This article presents a letter to the Reserve Bank of Zimbabwe (RBZ) It is a policy response to the mid-term Monetary Policy Statement of 2025. The letter acknowledges Dr Mushayavanhu’s positive intention and challenge to both stabilise inflation and stimulate growth. The Eastern Caucus (TECa), one of Africa’s leading liberal economic Think-Tanks supports the ongoing policy reforms but calls for more bold and coordinated policy moves to ensure Zimbabwe explodes to compete with other economies globally. Secondly, the article encourages the central bank to factor views from the informal sector, which is just less formalised but significant in both volume and value of trade.

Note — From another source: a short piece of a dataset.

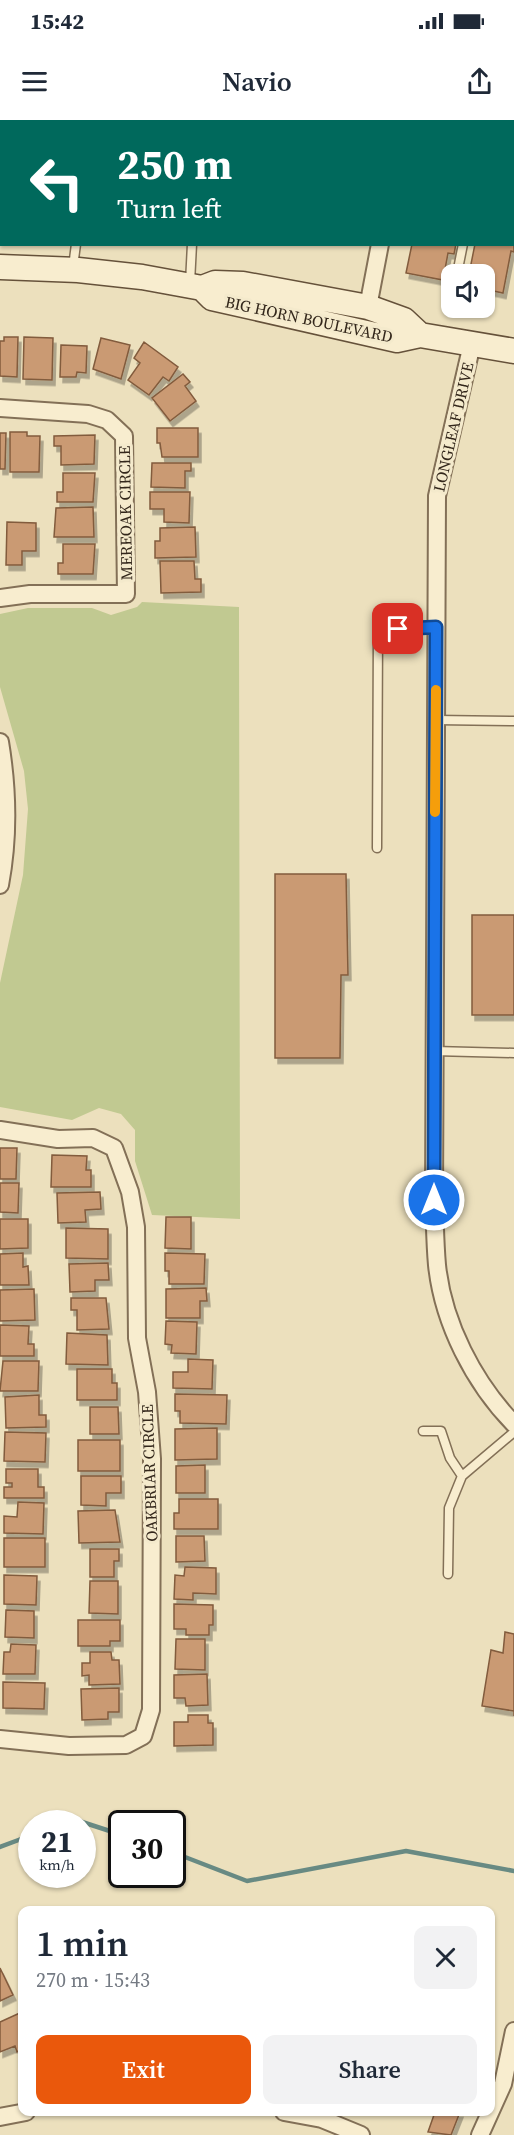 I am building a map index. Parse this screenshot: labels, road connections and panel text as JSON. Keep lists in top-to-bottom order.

Dear Dr Mushayavanhu, RBZ Governor. Samora Machel Avenue, Harare
REF: Walking the talk, and staying the course- a letter to Dr Mushayavanhu
We welcome the mid-term Monetary Policy Statement of August 7th 2025 with two feelings, hope and nervousness.
The general promise of the whole document, that is, the stability of the Zimbabwe Gold due to a myriad of tactics and policies, including fair export cover, managed market liquidity, and banking sector stability, among other ideas, are duly noted. Reading the document as an economist makes easy-reading- and the reasoning is sound.
Kindly accept our layman’s policy letter, Dr. The idea is to be as basic as possible so that your team can possibly address these even as you plan for a mono-currency by 2030.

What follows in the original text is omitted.